Every day in an elementary classroom, and any grade level for that matter, has the potential to turn into a dust storm. There are always things that can blow us off course. Sometimes those things turn out to be happy accidents that we can work into our lesson and learn from. More often these things are real challenges that can get everyone off track and eat up valuable learning time and even make teachers question their career choices.
We can learn something from the New Mexico Department of Transportation. Dust storms happen. Even when you’re not expecting them. Be prepared. Pull off the roadway. You will have to deviate slightly from your plan of the day. But don’t let the dust storm dictate what happens in your class.

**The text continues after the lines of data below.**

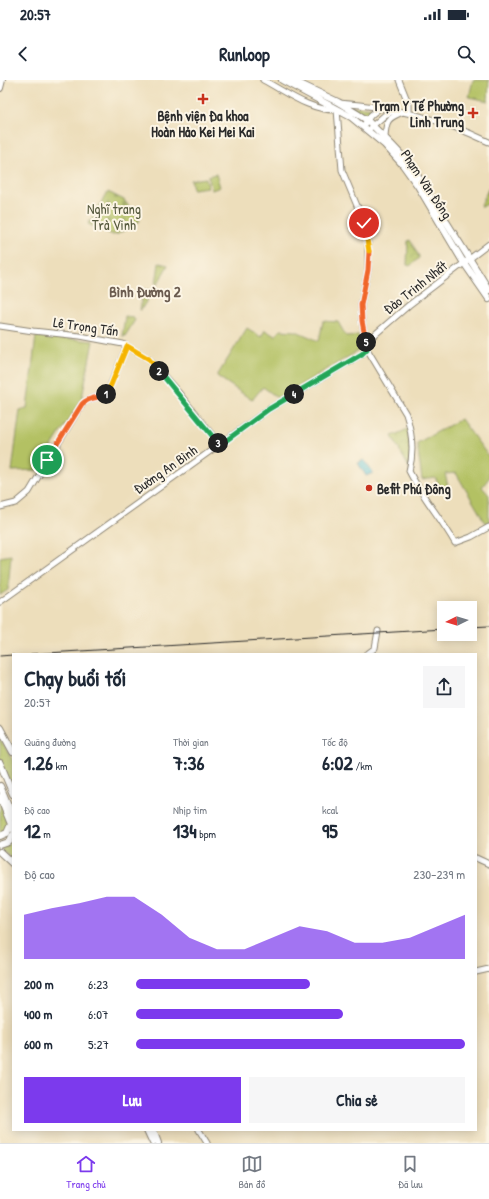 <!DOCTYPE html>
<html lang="vi">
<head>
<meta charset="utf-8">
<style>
	body { margin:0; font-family:"Patrick Hand",sans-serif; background:#f6f6f7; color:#1f2937; height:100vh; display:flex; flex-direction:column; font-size:15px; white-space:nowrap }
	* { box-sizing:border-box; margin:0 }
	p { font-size:13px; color:#747a83 }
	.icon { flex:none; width:22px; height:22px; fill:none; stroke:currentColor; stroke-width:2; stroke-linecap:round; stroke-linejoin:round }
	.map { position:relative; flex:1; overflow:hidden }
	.panel { position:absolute; left:12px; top:573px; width:465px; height:478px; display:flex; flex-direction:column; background:#fff; border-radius:0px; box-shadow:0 2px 10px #0003 }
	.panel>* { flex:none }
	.needle { width:26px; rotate:265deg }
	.buttons { position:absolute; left:437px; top:521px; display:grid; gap:8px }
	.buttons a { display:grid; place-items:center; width:40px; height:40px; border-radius:0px; background:#fff; box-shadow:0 2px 10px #0003; font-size:20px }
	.pin { position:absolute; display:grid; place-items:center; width:34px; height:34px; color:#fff; margin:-17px; border:2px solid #fff; border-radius:50%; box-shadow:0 1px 4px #0007 }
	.km { position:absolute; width:20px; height:20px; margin:-10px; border-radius:50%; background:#222; color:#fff; font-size:11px; line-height:20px; text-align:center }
	.round { display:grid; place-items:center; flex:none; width:42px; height:42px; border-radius:0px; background:#f6f6f7 }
	.headline { display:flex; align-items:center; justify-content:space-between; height:68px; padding:0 12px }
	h1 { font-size:22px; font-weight:700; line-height:30px }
	.metrics { display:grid; grid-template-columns:repeat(3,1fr); gap:6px; height:68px; padding:4px 12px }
	.metrics div { display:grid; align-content:center }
	.metrics b { font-size:20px; font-weight:700 }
	.metrics small { font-size:11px; font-weight:400 }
	.metrics p { font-size:11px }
	.chart { height:112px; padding:8px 12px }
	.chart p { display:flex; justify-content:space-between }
	.chart svg { width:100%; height:72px; margin-top:4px; fill:#7c3aed; opacity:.7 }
	.primary-button { display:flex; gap:8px; margin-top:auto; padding:8px 12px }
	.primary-button a { flex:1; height:46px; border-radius:0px; background:#7c3aed; color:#fff; font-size:16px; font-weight:700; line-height:46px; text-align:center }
	.primary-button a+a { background:#f6f6f7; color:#1f2937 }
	ul { padding:0 12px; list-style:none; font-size:13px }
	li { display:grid; grid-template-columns:64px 48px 1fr; align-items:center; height:30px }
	li i { height:10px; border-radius:5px; background:#7c3aed }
	.status { display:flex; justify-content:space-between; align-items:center; height:28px; padding:0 20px; background:#fff; direction:ltr }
	.status svg { height:11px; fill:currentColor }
	header { display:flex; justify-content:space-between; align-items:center; height:52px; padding:0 12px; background:#fff; font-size:18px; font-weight:700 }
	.tab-bar { display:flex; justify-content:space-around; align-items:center; height:56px; border-top:1px solid #e0e1e3; background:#fff; font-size:11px; color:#747a83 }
	.tab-bar a { display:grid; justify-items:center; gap:2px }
	.tab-bar .on { color:#7c3aed }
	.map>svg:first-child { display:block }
	.grass { fill:#b3c163; stroke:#6f7647 }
	.cemetery { fill:url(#cemetery-stones); stroke:#6f7647 }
	.park { fill:url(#park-crowns); stroke:#6f7647 }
	.water { fill:url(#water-ripples); stroke:#40747e }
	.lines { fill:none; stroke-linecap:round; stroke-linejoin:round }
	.secondary-casing { stroke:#8c8473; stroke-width:7 }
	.highway-casing { stroke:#8c8473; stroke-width:8 }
	.secondary { stroke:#fff; stroke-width:5 }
	.highway { stroke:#fff; stroke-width:6 }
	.rail { stroke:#2b2b2b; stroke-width:1 }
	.split-1-casing { stroke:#fff; stroke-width:8 }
	.split-2-casing { stroke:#fff; stroke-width:8 }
	.split-3-casing { stroke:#fff; stroke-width:8 }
	.split-4-casing { stroke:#fff; stroke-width:8 }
	.split-5-casing { stroke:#fff; stroke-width:8 }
	.split-6-casing { stroke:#fff; stroke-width:8 }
	.split-7-casing { stroke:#fff; stroke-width:8 }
	.split-1 { stroke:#f0652b; stroke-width:5 }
	.split-2 { stroke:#f5b400; stroke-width:5 }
	.split-3 { stroke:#22a559; stroke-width:5 }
	.split-4 { stroke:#22a559; stroke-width:5 }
	.split-5 { stroke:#22a559; stroke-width:5 }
	.split-6 { stroke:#f0652b; stroke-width:5 }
	.split-7 { stroke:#f5b400; stroke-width:5 }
	.poi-dot { fill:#c8321e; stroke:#fcf5e5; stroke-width:1.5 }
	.labels { text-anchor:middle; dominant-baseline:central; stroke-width:4; stroke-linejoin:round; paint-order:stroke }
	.poi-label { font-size:14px; font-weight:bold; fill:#2b2b2b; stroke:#fcf5e5; text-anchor:end }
	.street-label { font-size:14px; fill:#2b2b2b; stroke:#fcf5e5 }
	.park-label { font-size:14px; fill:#54583c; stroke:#fcf5e5 }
	.neighbourhood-label { font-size:15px; font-weight:bold; fill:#6b5c50; stroke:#fcf5e5 }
</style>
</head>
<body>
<div class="status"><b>20:57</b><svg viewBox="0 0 49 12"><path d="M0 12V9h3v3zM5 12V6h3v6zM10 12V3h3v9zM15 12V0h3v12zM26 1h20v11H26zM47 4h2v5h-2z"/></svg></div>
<header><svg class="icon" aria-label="back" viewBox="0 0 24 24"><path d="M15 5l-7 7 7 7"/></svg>Runloop<svg class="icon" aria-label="search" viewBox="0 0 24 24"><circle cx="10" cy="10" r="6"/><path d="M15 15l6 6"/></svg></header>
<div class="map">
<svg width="489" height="1063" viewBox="0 0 489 1063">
	<defs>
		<pattern id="cemetery-stones" width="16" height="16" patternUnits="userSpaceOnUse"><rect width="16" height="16" fill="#b3c163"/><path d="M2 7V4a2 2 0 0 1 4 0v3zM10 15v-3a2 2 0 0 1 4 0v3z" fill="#929d52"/></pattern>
		<pattern id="park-crowns" width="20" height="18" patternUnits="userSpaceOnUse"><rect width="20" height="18" fill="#b3c163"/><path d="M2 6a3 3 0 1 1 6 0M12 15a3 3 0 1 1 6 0" fill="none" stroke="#929d52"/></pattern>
		<pattern id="water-ripples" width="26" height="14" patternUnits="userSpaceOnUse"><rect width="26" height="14" fill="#55bed2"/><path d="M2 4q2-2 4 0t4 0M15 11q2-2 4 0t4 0" fill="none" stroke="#479bab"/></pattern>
	</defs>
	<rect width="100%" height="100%" fill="#fcf5e5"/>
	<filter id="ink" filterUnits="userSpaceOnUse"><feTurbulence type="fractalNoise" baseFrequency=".025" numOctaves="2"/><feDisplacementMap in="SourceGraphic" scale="8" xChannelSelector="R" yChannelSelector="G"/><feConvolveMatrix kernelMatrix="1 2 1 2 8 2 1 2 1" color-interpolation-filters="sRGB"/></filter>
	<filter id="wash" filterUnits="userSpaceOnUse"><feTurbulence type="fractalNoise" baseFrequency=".012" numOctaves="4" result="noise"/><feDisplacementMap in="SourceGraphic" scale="16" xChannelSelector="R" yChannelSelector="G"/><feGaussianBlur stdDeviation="0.9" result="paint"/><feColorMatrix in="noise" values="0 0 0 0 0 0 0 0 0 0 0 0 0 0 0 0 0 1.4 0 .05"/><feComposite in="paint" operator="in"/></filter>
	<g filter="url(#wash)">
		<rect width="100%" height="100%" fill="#eddebb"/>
		<path class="grass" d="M473 0H489L488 21 469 17Z
			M348 26 374 28 369 33 367 38Z
			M216 94 220 107 212 110 208 96Z
			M206 98 208 107 193 109 191 100Z
			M323 241 338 242 346 256 359 255 360 270 278 318 263 307 252 320 217 296 247 248 261 257 265 250 275 256 280 250 296 251 319 261Z
			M36 256 93 261 82 318 37 390 12 391 20 330 27 328Z
			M461 339 489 377V398L482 407 489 415V442L486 444 456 393 445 394 448 406 442 410 435 398 422 400 417 363Z
			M11 475 8 510 0 515V477Z
			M0 658 13 681V709L0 679Z
			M0 720 8 747V751L0 754Z
			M13 762V780L1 770 5 766Z"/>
		<path class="cemetery" d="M108 112 124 120 140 141 118 154 113 155 88 144Z"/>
		<path class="park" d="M489 107V123L482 127 481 125Z
			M410 160 419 176V178L410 186 407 185 408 161Z
			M159 183 168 185 157 205 156 204Z
			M143 209 151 210 152 212 141 230H140Z
			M125 236 133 237 135 240 125 256H122Z
			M408 349 410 369 409 388 392 356Z"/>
		<path class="water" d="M364 380 373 393 366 396 358 383Z"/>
	</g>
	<g filter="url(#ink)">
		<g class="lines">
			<defs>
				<path id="secondary" d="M263 0C286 12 310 31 337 30L342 90 363 140 368 163V190L361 225 362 241 367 269 406 334C412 352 414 373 409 391 422 417 441 438 455 463L471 457 489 447
					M399 0 409 25V33
					M339 23C394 27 439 38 489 62
					M363 46 371 35 381 27
					M370 48 385 35 396 30
					M385 57C386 40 388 38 403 32
					M0 246 33 251 80 256 123 264 149 279 178 312 220 365
					M368 266 369 262 372 257 409 225 489 164
					M0 427 16 423 29 412 82 324C91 315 101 320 108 311L127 266
					M0 522 269 329 362 274 367 269
					M367 574 375 568 378 551
					M476 778 489 784
					M476 892 489 889
					M199 1050 207 1063"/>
				<path id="highway" d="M282 0 351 37 385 65 403 85 418 106 462 180 489 219
					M292 0 338 22 367 40 391 64 408 82 417 95 489 210
					M0 8 2 0
					M0 648 13 672
					M0 683 13 714
					M0 706 13 737
					M0 717 13 749
					M0 756 7 753 11 744
					M0 765 9 762 13 755
					M0 772 13 784
					M147 1050 153 1063
					M153 1050 158 1063"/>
			</defs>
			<use href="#secondary" class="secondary-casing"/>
			<use href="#highway" class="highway-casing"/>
			<use href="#secondary" class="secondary"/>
			<use href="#highway" class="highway"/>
			<path class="rail" d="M470 547 489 546
				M31 574 444 549
				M0 576 13 575"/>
		</g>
	</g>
	<g class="lines" filter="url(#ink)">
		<defs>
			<path id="split-1" d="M47 380 82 324C90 316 98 319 106 314"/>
			<path id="split-2" d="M106 314 111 305 127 266 149 279 159 291"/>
			<path id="split-3" d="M159 291 218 363"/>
			<path id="split-4" d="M218 363 220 365 269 329 294 314"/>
			<path id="split-5" d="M294 314 362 274 367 269 366 262"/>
			<path id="split-6" d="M366 262 362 241 361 225 368 190 369 171"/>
			<path id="split-7" d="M364 143 369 171"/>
		</defs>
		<use href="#split-1" class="split-1-casing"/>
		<use href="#split-2" class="split-2-casing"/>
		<use href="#split-3" class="split-3-casing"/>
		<use href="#split-4" class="split-4-casing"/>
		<use href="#split-5" class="split-5-casing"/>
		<use href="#split-6" class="split-6-casing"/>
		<use href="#split-7" class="split-7-casing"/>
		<use href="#split-1" class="split-1"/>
		<use href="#split-2" class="split-2"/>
		<use href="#split-3" class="split-3"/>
		<use href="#split-4" class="split-4"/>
		<use href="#split-5" class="split-5"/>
		<use href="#split-6" class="split-6"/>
		<use href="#split-7" class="split-7"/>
	</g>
	<g class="poi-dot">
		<path d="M201 13h4v4h4v4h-4v4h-4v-4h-4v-4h4z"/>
		<path d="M471 27h4v4h4v4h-4v4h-4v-4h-4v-4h4z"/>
		<circle cx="369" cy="408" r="4"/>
	</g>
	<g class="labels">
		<g class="poi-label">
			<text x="464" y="25">Trạm Y Tế Phường<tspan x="464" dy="16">Linh Trung</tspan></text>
			<text x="203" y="35" text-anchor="middle">Bệnh viện Đa khoa<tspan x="203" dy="16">Hoàn Hảo Kei Mei Kai</tspan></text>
			<text x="377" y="408" text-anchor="start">Befit Phú Đông</text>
		</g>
		<g class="street-label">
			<text transform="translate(427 104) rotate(56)">Phạm Văn Đồng</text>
			<text transform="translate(415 207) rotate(-38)">Đào Trinh Nhất</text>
			<text transform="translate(86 246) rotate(8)">Lê Trọng Tấn</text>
			<text transform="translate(165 389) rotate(-35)">Đường An Bình</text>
		</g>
		<g class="park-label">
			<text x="114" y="128">Nghĩ trang<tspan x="114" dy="16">Trà Vinh</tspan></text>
		</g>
		<g class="neighbourhood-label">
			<text x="145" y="211">Bình Đường 2</text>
		</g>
	</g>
</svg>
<div class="buttons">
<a><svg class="needle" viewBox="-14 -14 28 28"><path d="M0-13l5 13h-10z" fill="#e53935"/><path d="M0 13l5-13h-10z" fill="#747a83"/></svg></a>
</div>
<div class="pin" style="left:47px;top:380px;background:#1e9e55"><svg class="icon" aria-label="arrive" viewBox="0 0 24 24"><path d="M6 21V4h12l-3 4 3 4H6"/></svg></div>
<div class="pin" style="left:364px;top:143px;background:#d93025"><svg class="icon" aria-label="check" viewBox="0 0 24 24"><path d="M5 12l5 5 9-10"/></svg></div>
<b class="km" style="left:106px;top:314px">1</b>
<b class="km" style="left:159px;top:291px">2</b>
<b class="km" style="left:218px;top:363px">3</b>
<b class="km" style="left:294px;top:314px">4</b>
<b class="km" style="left:366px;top:262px">5</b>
<section class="panel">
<div class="headline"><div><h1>Chạy buổi tối</h1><p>20:57</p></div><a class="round"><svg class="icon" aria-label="share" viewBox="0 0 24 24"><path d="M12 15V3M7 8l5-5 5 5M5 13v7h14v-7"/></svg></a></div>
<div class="metrics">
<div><p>Quãng đường</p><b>1.26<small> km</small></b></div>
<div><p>Thời gian</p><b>7:36</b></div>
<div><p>Tốc độ</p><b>6:02<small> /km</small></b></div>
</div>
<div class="metrics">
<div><p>Độ cao</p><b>12<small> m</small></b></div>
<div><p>Nhịp tim</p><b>134<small> bpm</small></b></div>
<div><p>kcal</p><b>95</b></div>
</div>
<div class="chart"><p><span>Độ cao</span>230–239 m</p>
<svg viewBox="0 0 160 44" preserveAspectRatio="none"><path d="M0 44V17L10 13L20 10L30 6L40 6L50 17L60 31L70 38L80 38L90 31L100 24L110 27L120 34L130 34L140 31L150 24L160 17V44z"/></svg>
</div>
<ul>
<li><b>200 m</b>6:23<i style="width:53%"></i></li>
<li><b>400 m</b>6:07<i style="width:63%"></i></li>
<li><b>600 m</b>5:27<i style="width:100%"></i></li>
</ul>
<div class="primary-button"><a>Lưu</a><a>Chia sẻ</a></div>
</section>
</div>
<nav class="tab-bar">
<a class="on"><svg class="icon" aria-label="home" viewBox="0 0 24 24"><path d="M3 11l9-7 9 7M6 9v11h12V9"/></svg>Trang chủ</a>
<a><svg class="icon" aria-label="map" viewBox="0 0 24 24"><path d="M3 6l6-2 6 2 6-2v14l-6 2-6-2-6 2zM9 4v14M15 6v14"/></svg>Bản đồ</a>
<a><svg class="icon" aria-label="saved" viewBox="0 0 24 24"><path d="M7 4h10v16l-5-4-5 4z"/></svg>Đã lưu</a>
</nav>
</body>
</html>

Turn the bright lights off, dim the room. Bring the tension down. Find a way to defuse any situation. Take your feet OFF the brake, be flexible. Don’t be the spark that causes an explosion. Teach appropriate behaviors & teach classroom procedures over & over & over with a smile on your face. We humans need repetition. It will pay off in the end.
Stay buckled in! Education is a wild ride no matter what subject area or grade levels you teach, don’t jump ship. Stay buckled in, reach out for help, find the resources you need to make it work. We need YOU.
Just like the unpredictable New Mexico weather, periodic gusts of wind just seem to come out of nowhere. Be prepared and be flexible when they hit!
I know the last you think you want to do now is read a book. But if you have not read Harry Wong’s book, The First Days of School: How to be an Effective Teacher, (affiliate link) you MUST! It does not have to be your first day of teaching. (I read it into my 8th year.) And you don’t have to be a general classroom teacher. Specialists can benefit from this book too. I am a music teacher and I got soooooo much from this book. It really is a VERY quick read. You can literally read the book in one evening. Check it out from your library, ask a friend (they may have it), ask your school to buy it, or order it. But read it. You will be glad you did.
What tips do you have to help teachers navigate the stormy weather that sometimes happens in the classroom?